National ‘Glee' tour takes show to its Gleeks
Here are the dates for the national “Glee” concert tour, which is visiting four states. Some dates have both an afternoon matinee and an evening show.
May 16 — The Dodge Theatre, Phoenix.
May 20-22 — Gibson Amphitheatre at Universal City Walk, Los Angeles.
May 25-26 — Rosemont Theatre, Chicago.
May 28-30 — Radio City Music Hall, New York.
PHOENIX (AP) — School’s out, but the “Glee” kids haven’t stopped believin’.
The cast making up the popular Fox show’s band of singing teens launched its four-city tour Saturday in Phoenix, anxious to bring the theatrics of a major network show to a relatively smaller stage.

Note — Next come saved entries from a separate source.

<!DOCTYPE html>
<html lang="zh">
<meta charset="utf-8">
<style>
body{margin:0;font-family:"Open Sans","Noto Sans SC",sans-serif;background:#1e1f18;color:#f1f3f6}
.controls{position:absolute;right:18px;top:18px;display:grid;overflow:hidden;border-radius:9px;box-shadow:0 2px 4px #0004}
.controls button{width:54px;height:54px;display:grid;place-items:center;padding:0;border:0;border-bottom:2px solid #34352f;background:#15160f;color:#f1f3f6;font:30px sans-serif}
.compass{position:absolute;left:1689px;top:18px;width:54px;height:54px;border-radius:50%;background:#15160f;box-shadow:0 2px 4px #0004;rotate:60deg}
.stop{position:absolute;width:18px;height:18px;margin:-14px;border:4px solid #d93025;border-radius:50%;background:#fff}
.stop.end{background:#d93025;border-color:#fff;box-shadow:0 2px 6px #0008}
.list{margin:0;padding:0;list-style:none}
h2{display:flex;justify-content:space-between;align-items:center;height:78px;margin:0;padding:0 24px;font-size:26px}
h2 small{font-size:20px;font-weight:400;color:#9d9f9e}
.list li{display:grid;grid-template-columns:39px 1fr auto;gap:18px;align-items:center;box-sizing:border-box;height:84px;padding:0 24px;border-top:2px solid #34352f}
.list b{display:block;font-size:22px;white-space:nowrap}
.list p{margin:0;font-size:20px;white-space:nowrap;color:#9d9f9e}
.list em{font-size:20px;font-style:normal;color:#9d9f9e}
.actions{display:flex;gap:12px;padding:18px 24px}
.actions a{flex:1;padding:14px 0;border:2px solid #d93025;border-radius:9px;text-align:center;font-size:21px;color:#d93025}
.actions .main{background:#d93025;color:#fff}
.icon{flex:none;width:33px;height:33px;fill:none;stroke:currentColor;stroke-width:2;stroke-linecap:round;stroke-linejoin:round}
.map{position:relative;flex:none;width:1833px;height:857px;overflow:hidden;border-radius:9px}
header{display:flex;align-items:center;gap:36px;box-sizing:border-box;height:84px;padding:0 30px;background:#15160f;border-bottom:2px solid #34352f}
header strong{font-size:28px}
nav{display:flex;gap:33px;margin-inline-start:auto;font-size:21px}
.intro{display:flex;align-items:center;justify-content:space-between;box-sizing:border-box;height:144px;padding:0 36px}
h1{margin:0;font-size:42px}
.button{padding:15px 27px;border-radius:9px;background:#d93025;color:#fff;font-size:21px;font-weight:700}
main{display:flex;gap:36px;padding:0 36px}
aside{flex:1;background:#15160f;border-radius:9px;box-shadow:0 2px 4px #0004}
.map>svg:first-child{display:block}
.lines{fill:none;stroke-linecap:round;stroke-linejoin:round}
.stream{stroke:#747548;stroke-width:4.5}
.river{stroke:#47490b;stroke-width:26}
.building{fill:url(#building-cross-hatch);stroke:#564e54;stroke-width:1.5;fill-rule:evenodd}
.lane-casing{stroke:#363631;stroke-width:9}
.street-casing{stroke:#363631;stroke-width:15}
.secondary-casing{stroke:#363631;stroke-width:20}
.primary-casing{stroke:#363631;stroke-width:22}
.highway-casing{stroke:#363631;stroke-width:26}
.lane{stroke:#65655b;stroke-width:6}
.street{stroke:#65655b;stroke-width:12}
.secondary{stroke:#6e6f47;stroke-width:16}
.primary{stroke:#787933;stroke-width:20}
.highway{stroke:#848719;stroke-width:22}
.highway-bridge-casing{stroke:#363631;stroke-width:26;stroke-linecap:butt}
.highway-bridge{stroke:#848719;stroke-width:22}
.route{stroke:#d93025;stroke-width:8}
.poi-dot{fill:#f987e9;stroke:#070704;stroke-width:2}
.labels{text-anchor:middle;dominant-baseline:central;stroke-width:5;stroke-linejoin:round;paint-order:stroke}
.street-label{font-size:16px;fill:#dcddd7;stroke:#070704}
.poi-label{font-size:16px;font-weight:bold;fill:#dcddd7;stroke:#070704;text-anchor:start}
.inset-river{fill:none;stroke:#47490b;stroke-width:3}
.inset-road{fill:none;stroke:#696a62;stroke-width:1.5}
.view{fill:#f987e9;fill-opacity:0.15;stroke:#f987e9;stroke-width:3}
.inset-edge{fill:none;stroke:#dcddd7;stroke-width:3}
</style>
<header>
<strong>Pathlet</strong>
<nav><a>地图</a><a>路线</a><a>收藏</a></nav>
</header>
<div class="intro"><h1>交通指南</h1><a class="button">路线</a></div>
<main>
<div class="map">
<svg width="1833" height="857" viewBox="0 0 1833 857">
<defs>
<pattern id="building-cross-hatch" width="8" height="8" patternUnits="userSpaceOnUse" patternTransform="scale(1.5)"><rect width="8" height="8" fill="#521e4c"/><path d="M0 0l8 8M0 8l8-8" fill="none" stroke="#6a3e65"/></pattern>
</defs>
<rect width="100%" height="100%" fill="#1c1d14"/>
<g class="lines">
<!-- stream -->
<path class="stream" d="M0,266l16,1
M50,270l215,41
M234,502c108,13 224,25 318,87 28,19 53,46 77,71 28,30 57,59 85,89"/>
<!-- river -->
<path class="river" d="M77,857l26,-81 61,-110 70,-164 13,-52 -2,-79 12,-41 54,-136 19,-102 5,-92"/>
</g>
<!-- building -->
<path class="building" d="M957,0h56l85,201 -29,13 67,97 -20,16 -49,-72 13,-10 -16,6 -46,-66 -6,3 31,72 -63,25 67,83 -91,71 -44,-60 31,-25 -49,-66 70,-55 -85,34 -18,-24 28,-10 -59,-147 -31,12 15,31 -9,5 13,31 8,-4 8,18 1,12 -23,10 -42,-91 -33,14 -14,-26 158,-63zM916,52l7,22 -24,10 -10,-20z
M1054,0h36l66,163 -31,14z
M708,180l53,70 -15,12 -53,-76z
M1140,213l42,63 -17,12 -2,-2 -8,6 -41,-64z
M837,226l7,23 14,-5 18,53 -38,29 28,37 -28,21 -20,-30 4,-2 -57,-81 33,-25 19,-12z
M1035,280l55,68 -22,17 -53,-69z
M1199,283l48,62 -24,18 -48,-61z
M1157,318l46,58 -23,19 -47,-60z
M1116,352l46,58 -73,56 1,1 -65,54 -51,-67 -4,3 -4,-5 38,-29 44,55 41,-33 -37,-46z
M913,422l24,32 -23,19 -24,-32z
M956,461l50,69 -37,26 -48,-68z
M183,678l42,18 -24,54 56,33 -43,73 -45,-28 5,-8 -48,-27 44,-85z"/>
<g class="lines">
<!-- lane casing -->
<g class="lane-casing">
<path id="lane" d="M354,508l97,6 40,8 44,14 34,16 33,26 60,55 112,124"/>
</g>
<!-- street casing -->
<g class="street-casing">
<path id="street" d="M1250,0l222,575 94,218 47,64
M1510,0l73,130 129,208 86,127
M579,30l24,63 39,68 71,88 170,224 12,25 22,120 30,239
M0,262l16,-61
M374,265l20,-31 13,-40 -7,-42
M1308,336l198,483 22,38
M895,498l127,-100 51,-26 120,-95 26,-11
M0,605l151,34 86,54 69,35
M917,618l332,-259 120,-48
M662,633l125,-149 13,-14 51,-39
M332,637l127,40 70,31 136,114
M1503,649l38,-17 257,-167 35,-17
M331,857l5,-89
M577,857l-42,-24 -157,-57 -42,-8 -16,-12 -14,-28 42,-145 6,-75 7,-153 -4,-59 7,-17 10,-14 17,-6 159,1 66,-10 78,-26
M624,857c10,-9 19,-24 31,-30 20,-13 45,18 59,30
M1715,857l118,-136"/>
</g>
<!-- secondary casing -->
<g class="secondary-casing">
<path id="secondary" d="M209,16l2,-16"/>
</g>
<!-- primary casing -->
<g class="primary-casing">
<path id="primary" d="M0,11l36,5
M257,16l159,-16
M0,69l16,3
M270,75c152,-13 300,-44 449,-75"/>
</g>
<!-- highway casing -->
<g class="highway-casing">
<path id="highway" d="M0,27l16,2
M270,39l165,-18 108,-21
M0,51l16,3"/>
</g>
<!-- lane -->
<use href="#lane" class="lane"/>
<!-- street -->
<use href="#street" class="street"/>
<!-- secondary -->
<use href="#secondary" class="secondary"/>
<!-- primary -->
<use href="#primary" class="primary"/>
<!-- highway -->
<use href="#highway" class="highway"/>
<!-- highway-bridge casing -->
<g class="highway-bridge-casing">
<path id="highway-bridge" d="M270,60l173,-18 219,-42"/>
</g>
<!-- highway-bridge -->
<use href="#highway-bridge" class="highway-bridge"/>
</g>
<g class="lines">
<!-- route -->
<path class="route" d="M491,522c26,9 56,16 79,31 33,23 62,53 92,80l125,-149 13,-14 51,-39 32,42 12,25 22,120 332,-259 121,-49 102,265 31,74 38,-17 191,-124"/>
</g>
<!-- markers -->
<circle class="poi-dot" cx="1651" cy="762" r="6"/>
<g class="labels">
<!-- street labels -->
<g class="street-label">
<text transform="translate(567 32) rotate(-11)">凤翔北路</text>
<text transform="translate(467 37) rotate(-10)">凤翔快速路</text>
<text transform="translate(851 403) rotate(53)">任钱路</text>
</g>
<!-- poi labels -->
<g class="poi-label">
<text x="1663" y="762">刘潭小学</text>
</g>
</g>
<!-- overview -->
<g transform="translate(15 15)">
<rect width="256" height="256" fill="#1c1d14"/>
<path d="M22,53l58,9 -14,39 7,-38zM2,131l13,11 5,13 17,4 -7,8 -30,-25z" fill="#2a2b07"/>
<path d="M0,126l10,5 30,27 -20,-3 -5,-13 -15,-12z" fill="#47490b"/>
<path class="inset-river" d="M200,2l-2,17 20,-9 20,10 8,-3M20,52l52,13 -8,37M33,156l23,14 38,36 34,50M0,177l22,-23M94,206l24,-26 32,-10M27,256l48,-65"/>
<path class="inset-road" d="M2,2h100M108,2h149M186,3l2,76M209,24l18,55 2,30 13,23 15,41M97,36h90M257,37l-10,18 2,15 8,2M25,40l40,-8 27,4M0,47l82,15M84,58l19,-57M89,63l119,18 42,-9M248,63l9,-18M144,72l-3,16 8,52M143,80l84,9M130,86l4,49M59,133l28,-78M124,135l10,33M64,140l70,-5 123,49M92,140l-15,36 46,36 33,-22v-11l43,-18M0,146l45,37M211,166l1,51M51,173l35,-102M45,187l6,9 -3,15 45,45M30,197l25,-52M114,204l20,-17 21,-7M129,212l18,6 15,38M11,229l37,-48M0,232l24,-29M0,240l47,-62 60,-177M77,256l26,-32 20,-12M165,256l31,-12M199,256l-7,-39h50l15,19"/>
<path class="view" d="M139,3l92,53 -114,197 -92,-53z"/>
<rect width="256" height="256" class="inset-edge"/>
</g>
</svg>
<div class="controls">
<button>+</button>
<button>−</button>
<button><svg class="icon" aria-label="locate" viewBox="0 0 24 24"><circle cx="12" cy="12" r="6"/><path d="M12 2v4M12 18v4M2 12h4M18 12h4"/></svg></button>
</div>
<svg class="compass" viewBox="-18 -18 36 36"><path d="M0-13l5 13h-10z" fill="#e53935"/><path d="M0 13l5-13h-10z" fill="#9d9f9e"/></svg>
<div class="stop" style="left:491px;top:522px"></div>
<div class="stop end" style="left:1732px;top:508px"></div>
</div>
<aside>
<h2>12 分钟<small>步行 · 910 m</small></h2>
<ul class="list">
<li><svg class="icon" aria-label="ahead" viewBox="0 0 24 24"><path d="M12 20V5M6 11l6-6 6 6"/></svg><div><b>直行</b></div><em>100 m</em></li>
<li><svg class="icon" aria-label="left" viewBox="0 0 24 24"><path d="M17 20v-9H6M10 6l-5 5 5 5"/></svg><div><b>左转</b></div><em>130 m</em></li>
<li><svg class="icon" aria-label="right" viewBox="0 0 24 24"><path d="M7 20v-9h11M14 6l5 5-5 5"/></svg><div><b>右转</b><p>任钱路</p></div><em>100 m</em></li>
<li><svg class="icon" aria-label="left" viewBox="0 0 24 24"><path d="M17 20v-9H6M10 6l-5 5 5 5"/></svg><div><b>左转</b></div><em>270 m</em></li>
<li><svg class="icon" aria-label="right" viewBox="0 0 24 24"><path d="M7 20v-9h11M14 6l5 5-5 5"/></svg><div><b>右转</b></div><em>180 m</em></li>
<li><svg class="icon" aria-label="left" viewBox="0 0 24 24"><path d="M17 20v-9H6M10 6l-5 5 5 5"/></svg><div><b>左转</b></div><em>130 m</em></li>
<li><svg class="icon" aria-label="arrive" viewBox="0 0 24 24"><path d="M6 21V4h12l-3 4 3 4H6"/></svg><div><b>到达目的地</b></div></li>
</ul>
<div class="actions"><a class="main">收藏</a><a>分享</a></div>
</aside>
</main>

While the show’s battling adults, played by Jane Lynch and Matthew Morrison, were not part of the stage production, their absence was filled by taped messages to the audience. After an opening act by the excellent dance troupe Legion of Extraordinary Dancers, Lynch took to the screens snarling that the night’s entertainment was about to make the audience ill.
“You will be barfing,” she promised.
It was the start of an evening that only a fan would appreciate. Casual or non-viewers who paid upward of $75 per seat surely wondered why they spent so much to see costumes mostly comprised color-coordinated street clothes, or a backdrop of bleachers made to resemble a music classroom. Or perhaps pondered why the set list seemed so disjointed.
The connecting spirit of the show was deeply rooted in fan appreciation, starting with a list of song favorites from the TV show and going all the way to the cast’s dash through an ecstatic crowd as Lea Michele, in character as glee club co-captain Rachel Berry, belted out “Don’t Rain on My Parade.”
“This whole thing kind of feels like a big ‘Thank you’ to the fans because they have made the show such a success so quickly and so early on,” Kevin McHale, who plays the wheelchair-bound Artie, told The Associated Press. “So this is like giving back.”
But while the cast is happy to give the show’s rabid fans, who call themselves Gleeks, what they want, it also served up reminders that actors are behind the characters. When Corey Monteith drums during Mark Salling’s “Sweet Caroline,” Salling announces the talent as Monteith’s, instead of that of his character Finn.